After World War II, USA’s President Dwight D Eisenhower, in his final speech in office, said: ‘Beware of the military-industrial complex; they are the new dangers to world peace.’
How true.
For them war is good. Sales of military equipment and explosives are rocketing.
Dictators buy new toys of destruction for the military to enjoy while the world burns and crumbles in never-ending wars of the Apocalypse.
A year or so ago, Boko Haram destroyed many priceless handwritten manuscripts, Qurans and kitaabs in Timbuktu, Mali. They were the last records of a once thriving educational centre in North Africa.
Boko Haram also damaged the specialised library that the South African government built from our tax money to aid recovery and preservation of the old manuscripts.
Some of the books were reburied in the sand to keep them safe from these ignorant savage hoards who appointed themselves as guardians of Islam but, in reality, sow anarchy and ignorance.
Thankfully, Boko Haram has been expelled from Timbuktu and many manuscripts have been saved.

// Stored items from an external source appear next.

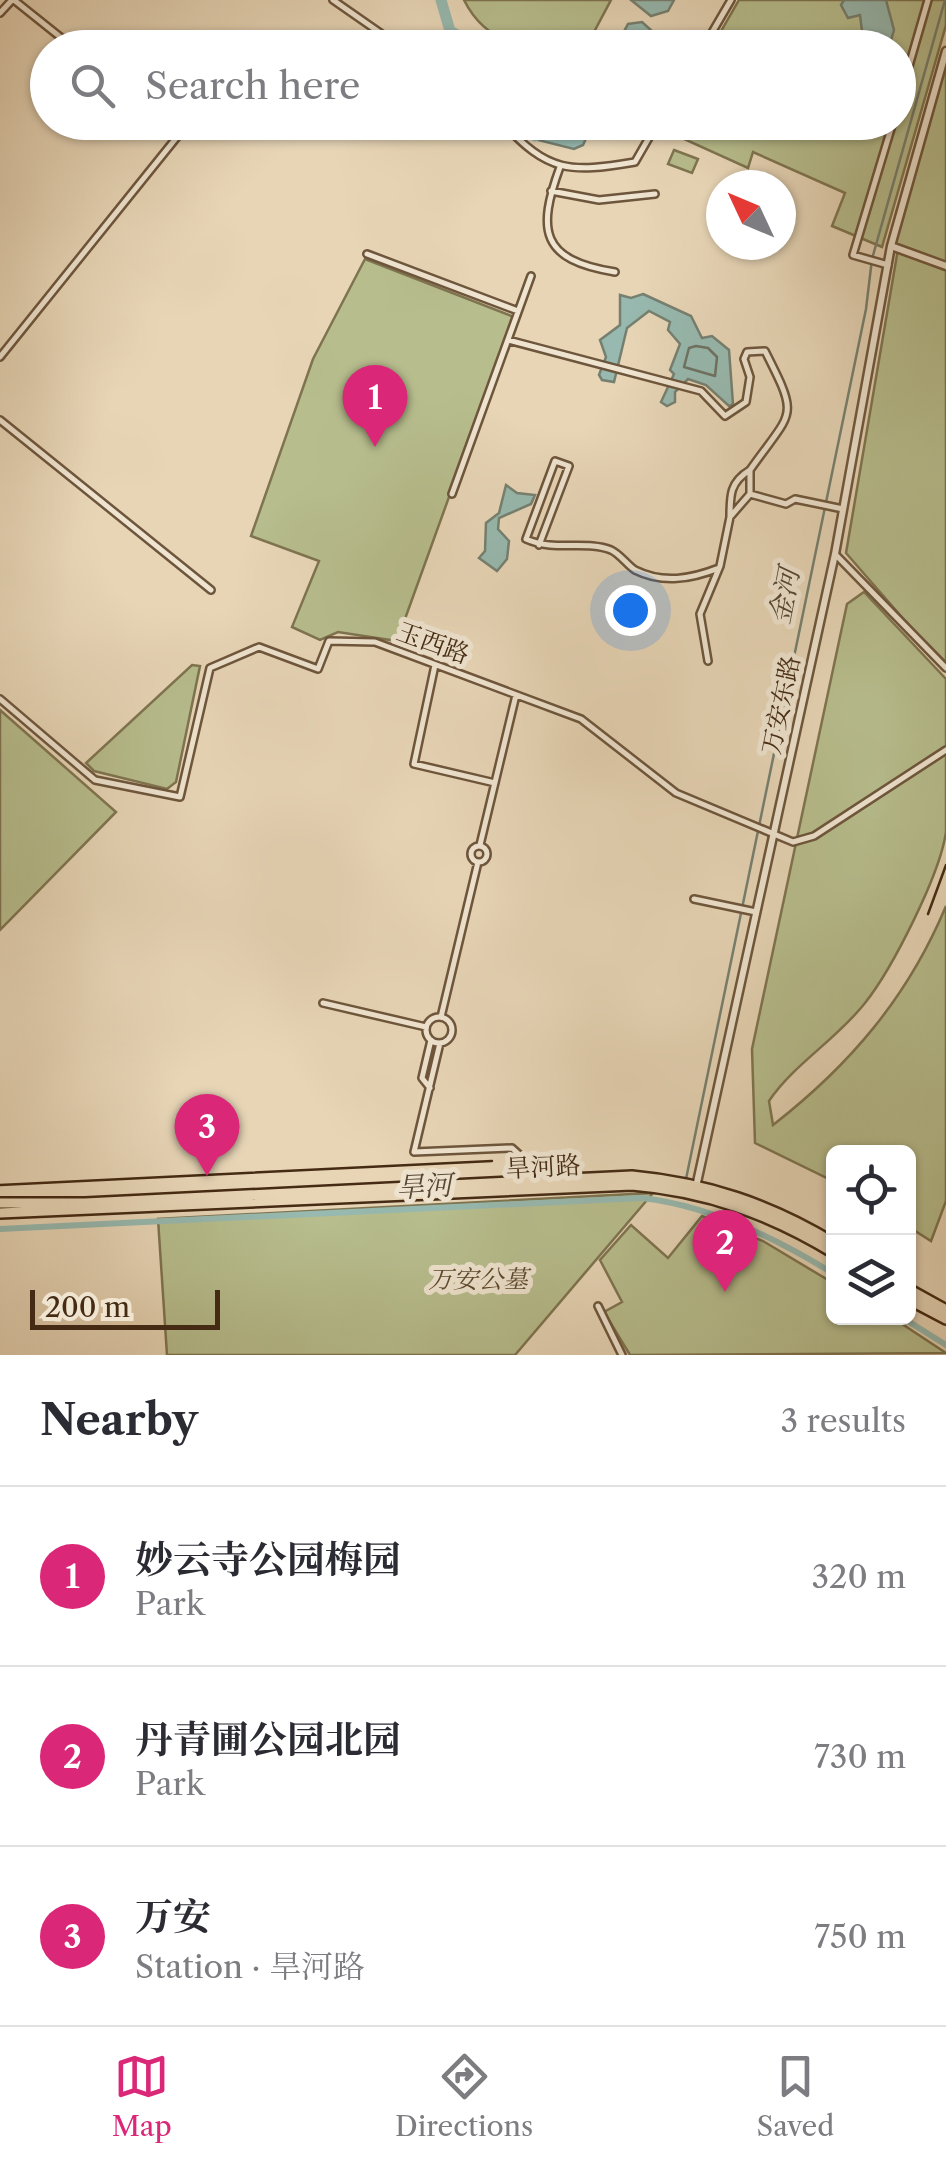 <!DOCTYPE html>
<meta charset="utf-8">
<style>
:root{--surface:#fff;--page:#f2f2f3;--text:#2b2b33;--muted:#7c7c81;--line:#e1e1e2;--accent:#db2777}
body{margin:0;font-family:"Libre Caslon Text","Noto Serif SC",serif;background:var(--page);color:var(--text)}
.controls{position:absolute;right:30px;bottom:30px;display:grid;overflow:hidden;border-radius:15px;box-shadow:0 2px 8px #0004}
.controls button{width:90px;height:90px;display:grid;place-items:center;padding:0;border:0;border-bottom:2px solid var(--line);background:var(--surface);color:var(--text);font:50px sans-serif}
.compass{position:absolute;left:706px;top:170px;width:90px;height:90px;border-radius:50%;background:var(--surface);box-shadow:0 2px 8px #0004;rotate:314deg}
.scale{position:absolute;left:30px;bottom:25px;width:190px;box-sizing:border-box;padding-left:10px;border:5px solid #452b14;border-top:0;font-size:28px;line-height:35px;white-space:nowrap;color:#452b14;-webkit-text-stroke:8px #efe4d0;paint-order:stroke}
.you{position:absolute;left:630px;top:610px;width:35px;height:35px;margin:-25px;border:8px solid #fff;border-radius:50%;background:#1a73e8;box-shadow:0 0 0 15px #1a73e833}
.badge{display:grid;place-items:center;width:65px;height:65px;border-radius:50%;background:var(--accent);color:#fff;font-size:32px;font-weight:700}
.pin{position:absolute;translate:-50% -82px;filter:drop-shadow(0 2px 5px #0008)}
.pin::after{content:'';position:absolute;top:52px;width:35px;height:30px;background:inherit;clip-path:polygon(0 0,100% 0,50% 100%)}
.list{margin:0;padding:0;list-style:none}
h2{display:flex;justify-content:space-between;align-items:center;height:130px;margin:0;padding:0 40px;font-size:42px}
h2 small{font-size:32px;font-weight:400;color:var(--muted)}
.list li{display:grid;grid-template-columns:65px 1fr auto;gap:30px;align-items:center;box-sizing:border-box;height:180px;padding:0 40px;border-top:2px solid var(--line)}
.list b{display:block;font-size:38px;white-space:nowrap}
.list p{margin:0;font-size:32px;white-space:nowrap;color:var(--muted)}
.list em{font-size:32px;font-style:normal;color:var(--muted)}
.icon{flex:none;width:55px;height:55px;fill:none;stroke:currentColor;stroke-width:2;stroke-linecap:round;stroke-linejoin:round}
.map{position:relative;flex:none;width:946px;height:1355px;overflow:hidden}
.search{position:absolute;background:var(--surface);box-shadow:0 2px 8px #0004;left:30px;right:30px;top:30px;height:110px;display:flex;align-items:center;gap:25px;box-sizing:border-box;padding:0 35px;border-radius:55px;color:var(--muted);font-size:38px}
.sheet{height:670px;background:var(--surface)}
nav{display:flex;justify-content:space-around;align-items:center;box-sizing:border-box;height:140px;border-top:2px solid var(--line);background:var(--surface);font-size:28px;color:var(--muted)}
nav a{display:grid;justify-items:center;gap:5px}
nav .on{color:var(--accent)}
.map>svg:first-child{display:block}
.green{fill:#b7bd8d;stroke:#7e7450;stroke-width:2.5}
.water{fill:#97b9af;stroke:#768071;stroke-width:2.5}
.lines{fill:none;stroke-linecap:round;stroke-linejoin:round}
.shore{stroke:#6e7262;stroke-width:2.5}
.stream{stroke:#768071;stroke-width:2.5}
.canal{stroke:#97b9af;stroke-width:6}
.river{stroke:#97b9af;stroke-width:11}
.minor-casing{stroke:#6e563c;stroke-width:10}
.tertiary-casing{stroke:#6e563c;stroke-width:11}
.primary-casing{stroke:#452b14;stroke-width:14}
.minor{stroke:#efe4d0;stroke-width:5}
.tertiary{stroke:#efe4d0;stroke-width:6}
.primary{stroke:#e7d5b6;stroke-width:9}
.tram{stroke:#452b14;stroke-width:2.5}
.labels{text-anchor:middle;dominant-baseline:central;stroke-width:10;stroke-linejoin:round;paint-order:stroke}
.street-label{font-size:25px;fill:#452b14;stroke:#efe4d0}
.park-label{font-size:25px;font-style:italic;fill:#5c482c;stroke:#efe4d0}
.water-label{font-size:28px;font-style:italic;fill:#554733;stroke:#efe4d0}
</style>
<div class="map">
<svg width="946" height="1355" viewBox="0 0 946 1355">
<rect width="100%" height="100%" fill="#e7d5b6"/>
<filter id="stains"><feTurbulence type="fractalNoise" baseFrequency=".002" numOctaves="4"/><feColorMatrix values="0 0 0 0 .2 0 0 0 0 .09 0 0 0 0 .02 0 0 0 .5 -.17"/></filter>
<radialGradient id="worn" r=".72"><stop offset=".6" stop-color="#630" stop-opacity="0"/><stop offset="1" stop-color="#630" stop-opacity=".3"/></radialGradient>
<!-- green -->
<path class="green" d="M464,0H611L586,47C536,48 490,52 464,0Z
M739,0H946V25L882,247L832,226L845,193L753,152L748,168L664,130L668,122H898V48L712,47Z
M946,59V668L846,553L898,249L894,243Z
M674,150L698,159L692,173L668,164Z
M365,259L514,317L397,641L338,632L320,640L292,627L319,561L251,536L313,359Z
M864,592L946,679C946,729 946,783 946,832C940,875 892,969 865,1003C836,1040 794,1064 769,1101L773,1125C850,1065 908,997 946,906V1201L931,1241L909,1227L908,1152H834L833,1181L755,1143L752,1049L847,604Z
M192,665L200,666L176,782L167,789L94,771L86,763Z
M0,710L116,812L0,930Z
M653,1193L515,1355H167L158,1219Z
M702,1216L763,1241L833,1283L834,1318H893L946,1353L630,1355L604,1312L622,1302L600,1260L631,1225L668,1258Z"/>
<!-- water -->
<path class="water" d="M631,0H674L668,11L651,16Z
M844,0H886L894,30L889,47H864L860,15L848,18L841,5Z
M642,22L652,31L636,47H603L609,36L620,39L628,24Z
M564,123H593L583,145L574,149L534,139L537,132L549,136Z
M643,294L691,316L702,338L712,336L729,350L733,404L729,406L706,385L688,379L675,392V402L667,406L661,402L674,374L670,370L680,344L668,330L670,322L649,311L627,328L614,382L602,380L599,375L606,357L600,340L620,325V295L631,298Z
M506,485L517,493L535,495L531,504L499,518L498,529L509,541L507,559L497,571L479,558L485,551L486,523L499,513Z"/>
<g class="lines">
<!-- shore -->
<path class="shore" d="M696,346L708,348L717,357L715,376L684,367L689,348Z"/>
<!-- stream -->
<path class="stream" d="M686,1179L866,309L872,259L945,0"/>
<!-- canal -->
<path class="canal" d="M0,1229L641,1198C709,1205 776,1238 834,1274
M903,1318L946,1345"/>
<!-- river -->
<path class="river" d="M441,0L450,31L481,48
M523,122L535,136"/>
<!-- minor casing -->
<g class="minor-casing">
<path id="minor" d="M14,0L74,48
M333,0L402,48
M0,13L12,0
M703,48L731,0
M898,104L928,0
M502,122C548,173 570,173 635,162L658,122
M560,167C537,230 540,260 615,272
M551,191L599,200L655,194
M367,254L518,311
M888,265L853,255L893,122
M508,340L701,391L725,416L746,402L750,377L744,359L747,352L765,351C800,420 793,409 750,470
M0,357L181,132L169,122
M0,420L211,590
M452,494L531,276
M750,494L730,517C730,495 730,482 750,470V494L786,504L795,499L843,509
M539,545L569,466L555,461L526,539C555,552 586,540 611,550C620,554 627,565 635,570C663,584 691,579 719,568
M835,554L946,668
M708,661L700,614L720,566L730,517
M435,665L414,764L495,783
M0,699L95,780L180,797L210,668L259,647L318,669L329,641L375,642L581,719L676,793L793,842L814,836L946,750
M480,845L516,695
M471 854a8 8 0 1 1 16 0a8 8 0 1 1-16 0Z
M694,899L756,912
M323,1003L426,1027
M441,1017L478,862
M426 1030a13 13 0 1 1 26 0a13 13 0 1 1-26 0Z
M440,1043L414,1152L512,1148L523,1158L526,1180
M430,1088L422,1078L431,1040
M598,1306L622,1355"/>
</g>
<!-- tertiary casing -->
<g class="tertiary-casing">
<path id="tertiary" d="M891,246L946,266
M696,1187L835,554L891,246L946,51"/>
</g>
<!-- primary casing -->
<g class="primary-casing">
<path id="primary" d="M0,1203H85L632,1176C706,1183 770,1204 834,1243
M0,1213L632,1185C706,1191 770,1214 834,1253
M908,1289L946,1310
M908,1299L946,1319"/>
</g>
<!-- minor -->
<use href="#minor" class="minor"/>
<!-- tertiary -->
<use href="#tertiary" class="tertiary"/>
<!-- primary -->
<use href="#primary" class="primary"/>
<!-- tram -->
<path class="tram" d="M928,914L946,865
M0,1185L492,1161"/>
</g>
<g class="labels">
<!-- street labels -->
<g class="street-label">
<text transform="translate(433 643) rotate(20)">玉西路</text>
<text transform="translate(781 705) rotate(-78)">万安东路</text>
<text transform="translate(543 1167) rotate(-3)">旱河路</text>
</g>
<!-- park labels -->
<g class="park-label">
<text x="478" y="1279">万安公墓</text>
</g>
<!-- water labels -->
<g class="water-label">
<text transform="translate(784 596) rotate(-79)">金河</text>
<text transform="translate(424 1186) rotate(-3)">旱河</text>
</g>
</g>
<rect width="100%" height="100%" filter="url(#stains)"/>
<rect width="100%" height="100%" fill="url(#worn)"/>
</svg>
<div class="controls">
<button><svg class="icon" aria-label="locate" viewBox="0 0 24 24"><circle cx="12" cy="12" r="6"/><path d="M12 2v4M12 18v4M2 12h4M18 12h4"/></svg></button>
<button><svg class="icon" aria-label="layers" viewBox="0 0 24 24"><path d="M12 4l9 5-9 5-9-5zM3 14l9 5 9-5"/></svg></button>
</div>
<svg class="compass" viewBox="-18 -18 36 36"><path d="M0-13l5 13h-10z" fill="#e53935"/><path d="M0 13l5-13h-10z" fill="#7c7c81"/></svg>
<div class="scale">200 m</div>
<div class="you"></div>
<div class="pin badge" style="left:375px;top:447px">1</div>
<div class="pin badge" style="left:725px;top:1292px">2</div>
<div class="pin badge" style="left:207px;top:1176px">3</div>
<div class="search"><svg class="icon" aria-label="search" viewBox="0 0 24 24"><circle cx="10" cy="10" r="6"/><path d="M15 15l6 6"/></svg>Search here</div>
</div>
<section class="sheet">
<h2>Nearby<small>3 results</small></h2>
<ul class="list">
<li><span class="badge">1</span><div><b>妙云寺公园梅园</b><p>Park</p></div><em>320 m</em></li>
<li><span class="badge">2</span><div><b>丹青圃公园北园</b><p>Park</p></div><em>730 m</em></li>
<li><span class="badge">3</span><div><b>万安</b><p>Station · 旱河路</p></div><em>750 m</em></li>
</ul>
</section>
<nav>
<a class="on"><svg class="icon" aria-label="map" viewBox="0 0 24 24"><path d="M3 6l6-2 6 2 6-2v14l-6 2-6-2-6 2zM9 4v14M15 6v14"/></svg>Map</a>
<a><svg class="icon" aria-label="directions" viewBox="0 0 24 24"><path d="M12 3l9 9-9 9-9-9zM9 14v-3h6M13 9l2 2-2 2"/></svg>Directions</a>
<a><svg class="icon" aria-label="saved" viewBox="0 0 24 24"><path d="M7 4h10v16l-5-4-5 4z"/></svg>Saved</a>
</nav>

The world has forgotten Mohandas Ghandi’s Satyagraha, non-violent philosophy, which he devised here in South Africa. He said: ‘Intolerance is itself a form of violence and obstacle to the growth of the true democratic spirit.’ And, ‘Violence is the weapon of the weak, non-violence is that of the strong.’
Sadly, in most democracies, minorities are often intimidated, their legitimate voices of truth silenced by uncaring vocal majorities; so, justice dies slowly, inch by inch.
Martin Luther King said: ‘Our lives begin to end the day we are silent about the things that matter.’
Read books, paint pictures while you can.